Check more arguments for events filtering by briekit-event -h.

3. Sequence features

With the splicing annotation file, a set of short sequence feature can be calculated by command line briekit-factor. Besides the annotation file, it also requires genome sequence file (the same as above), and a phast conservation file in bigWig format. For human and mouse, you could download it directly from UCSC browser: mm10.60way.phastCons.bw and hg38.phastCons100way.bw.

Note

In order to fetch data from the bigWig file, we use a utility bigWigSummary that is provided from UCSC. You could download the binary file for linux from here: http://hgdownload.cse.ucsc.edu/admin/exe/linux.x86_64/bigWigSummary

Here is example to download the executable bigWigSummary to /usr/local/bin. Of course, you can download it to anywhere you want, e.g., the same directory to the data.

cd /usr/local/bin
wget http://hgdownload.cse.ucsc.edu/admin/exe/linux.x86_64/bigWigSummary
chmod +x bigWigSummary

In order to tell briekit-factor this directory, you could either add this directory into PATH variable, or use it as an arguments of briekit-factor by --bigWigSummary /usr/local/bin/bigWigSummary. If you prefer to add it to PATH, add this line to export PATH="~/ucsc:$PATH" into the .profile or .bashrc file.
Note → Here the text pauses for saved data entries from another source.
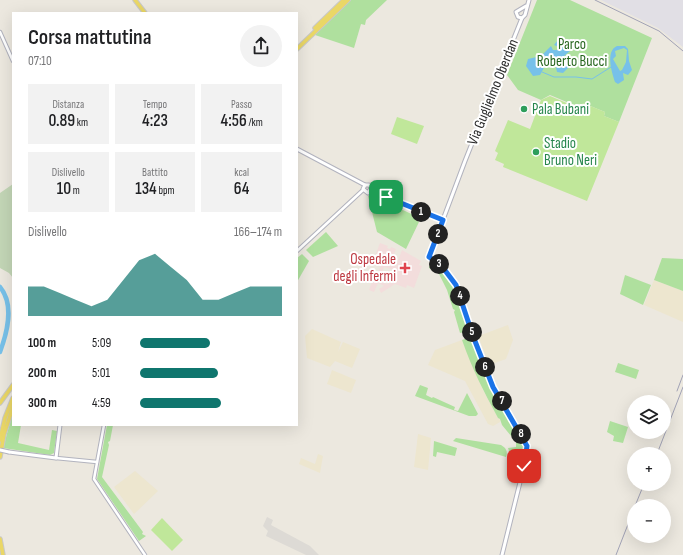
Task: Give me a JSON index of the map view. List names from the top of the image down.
{
  "streets": {
    "main road": ["Via Guglielmo Oberdan"]
  },
  "parks": ["Parco Roberto Bucci"],
  "places": {
    "other": ["Pala Bubani", "Stadio Bruno Neri"],
    "health": ["Ospedale degli Infermi"]
  },
  "page": {
    "heading": ["Corsa mattutina", "07:10"],
    "stats": [
      ["Distanza", "0.89 km"],
      ["Tempo", "4:23"],
      ["Passo", "4:56 /km"],
      ["Dislivello", "10 m"],
      ["Battito", "134 bpm"],
      ["kcal", "64"]
    ],
    "pins": [
      "1",
      "2",
      "3",
      "4",
      "5",
      "6",
      "7",
      "8"
    ],
    "chart": ["Dislivello", "166–174 m"],
    "list": [
      {
        "name": "100 m",
        "note": "5:09"
      },
      {
        "name": "200 m",
        "note": "5:01"
      },
      {
        "name": "300 m",
        "note": "4:59"
      }
    ],
    "map_buttons": ["+", "−"]
  }
}
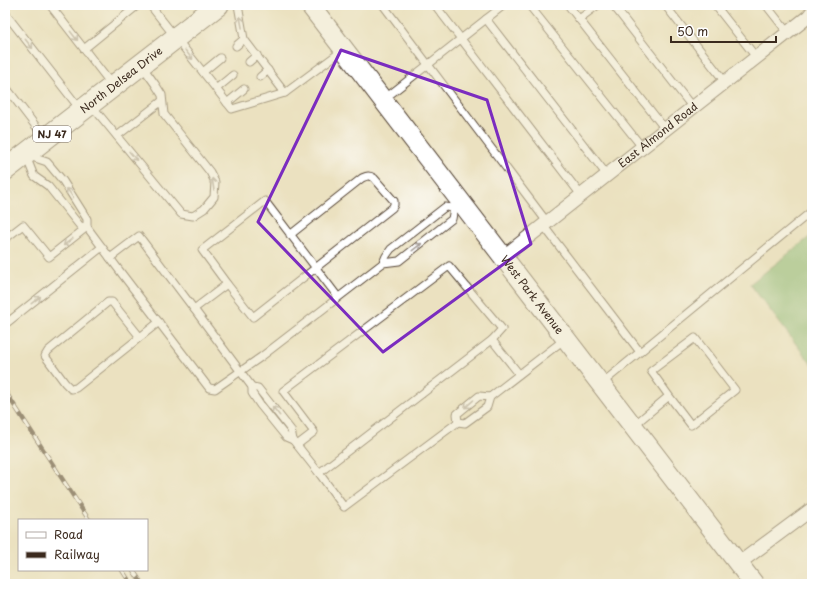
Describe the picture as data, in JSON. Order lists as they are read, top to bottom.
{
  "streets": {
    "main road": ["North Delsea Drive", "NJ 47", "West Park Avenue"],
    "street": ["East Almond Road"]
  },
  "crossings": [
    ["East Almond Road", "West Park Avenue"]
  ],
  "legend": ["Road", "Railway"],
  "scale_bar": "50 m"
}
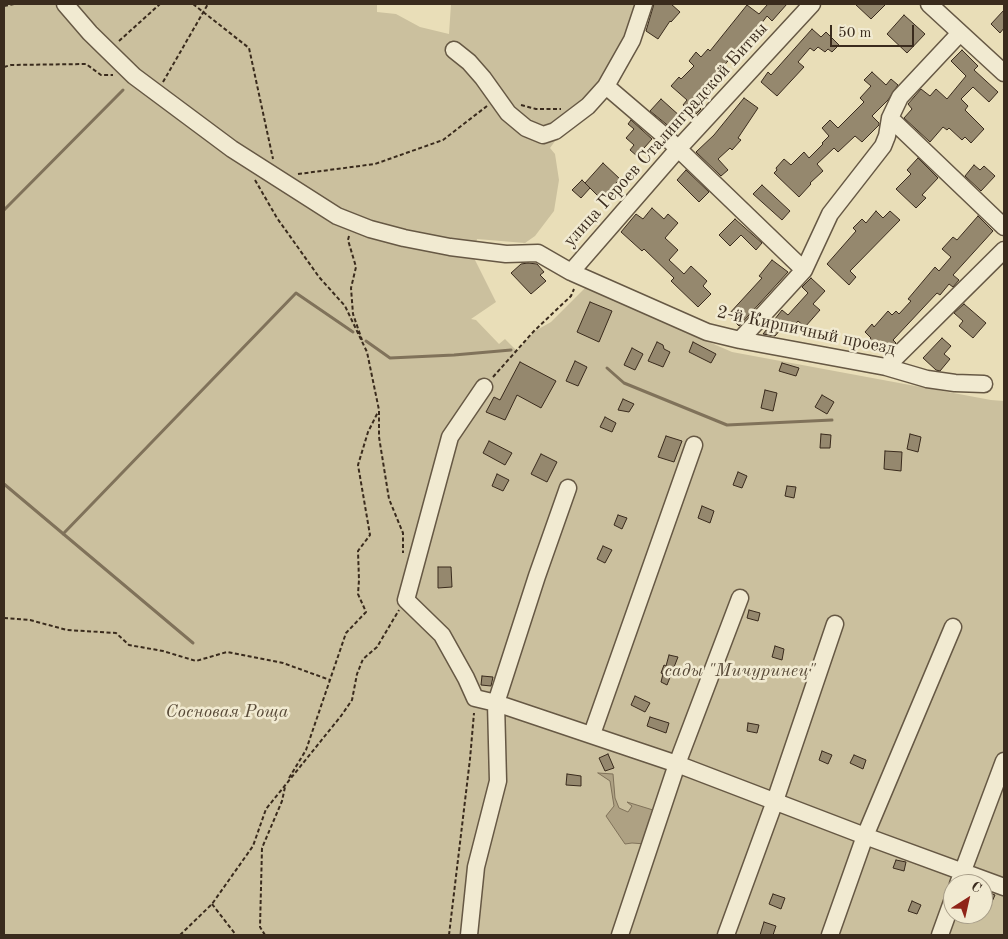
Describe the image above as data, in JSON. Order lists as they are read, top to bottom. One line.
{"streets":{"street":["улица Героев Сталинградской Битвы","2-й Кирпичный проезд"]},"crossings":[["улица Героев Сталинградской Битвы","2-й Кирпичный проезд"]],"parks":["сады \"Мичуринец\"","Сосновая Роща"],"scale_bar":"50 m","north":"top right"}
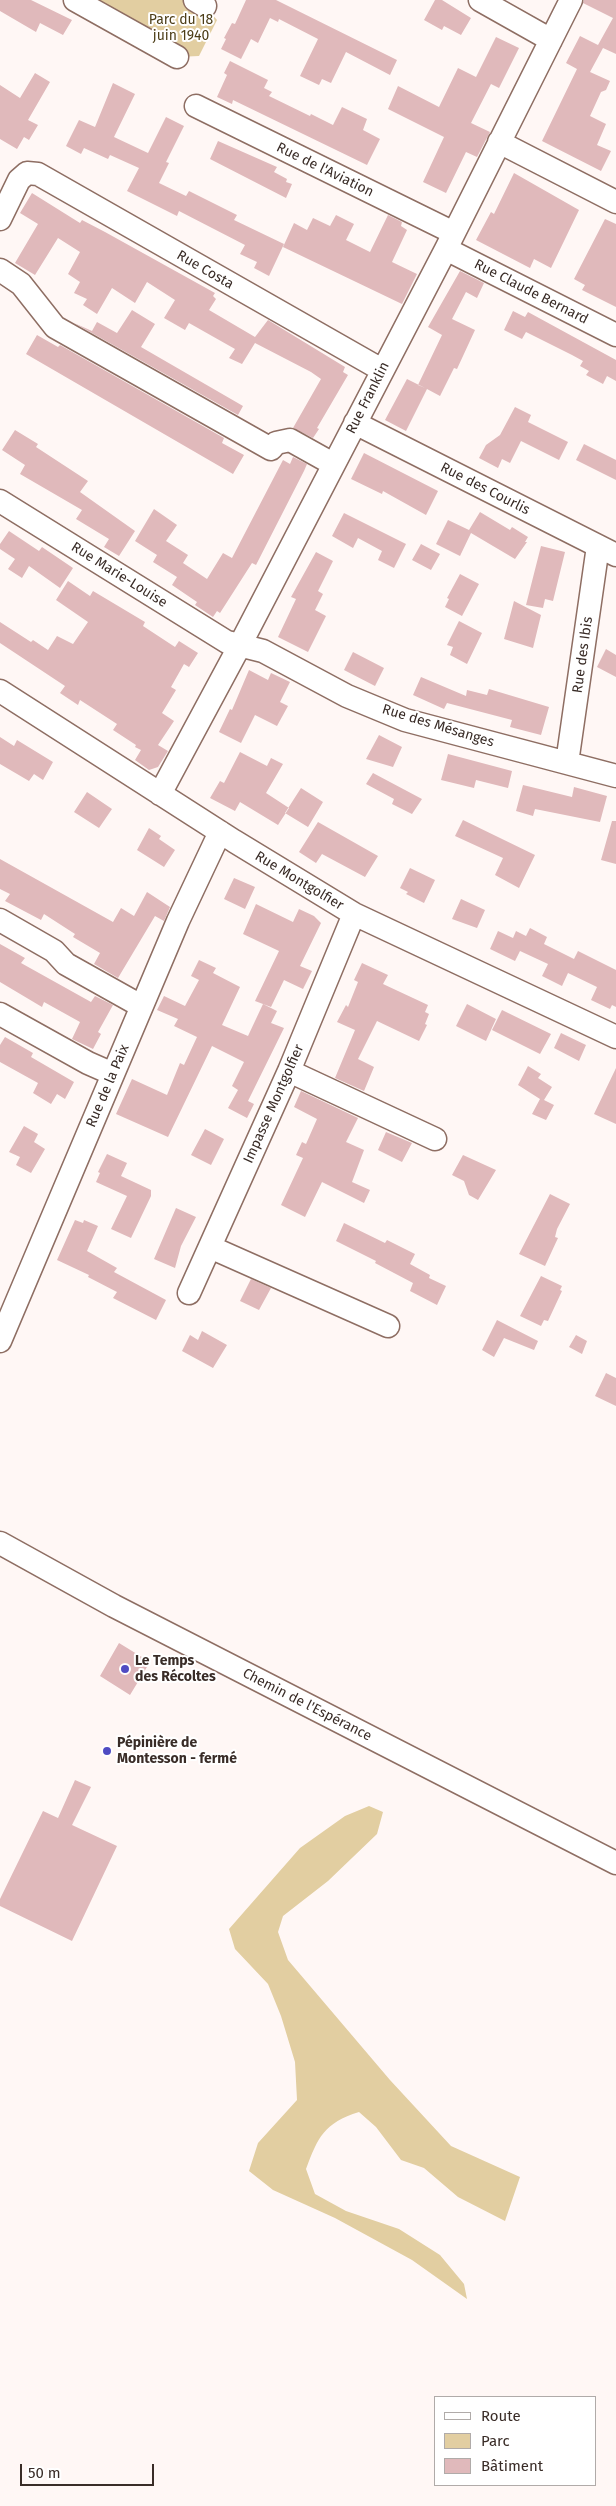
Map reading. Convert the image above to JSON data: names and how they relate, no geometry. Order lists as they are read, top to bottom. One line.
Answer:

Then, you could get the sequence features by briekit-factor, for example,

cd $DATA_DIR

#download phastCon file
wget http://hgdownload.cse.ucsc.edu/goldenPath/mm10/phastCons60way/mm10.60way.phastCons.bw

briekit-factor -a AS_events/SE.filtered.gff3.gz -r GRCm38.p5.genome.fa -c mm10.60way.phastCons.bw -o mouse_features.csv -p 10 --bigWigSummary ./bigWigSummary

Then you will have the features stored in a mouse_features.csv.gz file, where #`factors` * #`gene_ids` features values are saved.

Check more arguments for fetch sequence features by briekit-factor -h.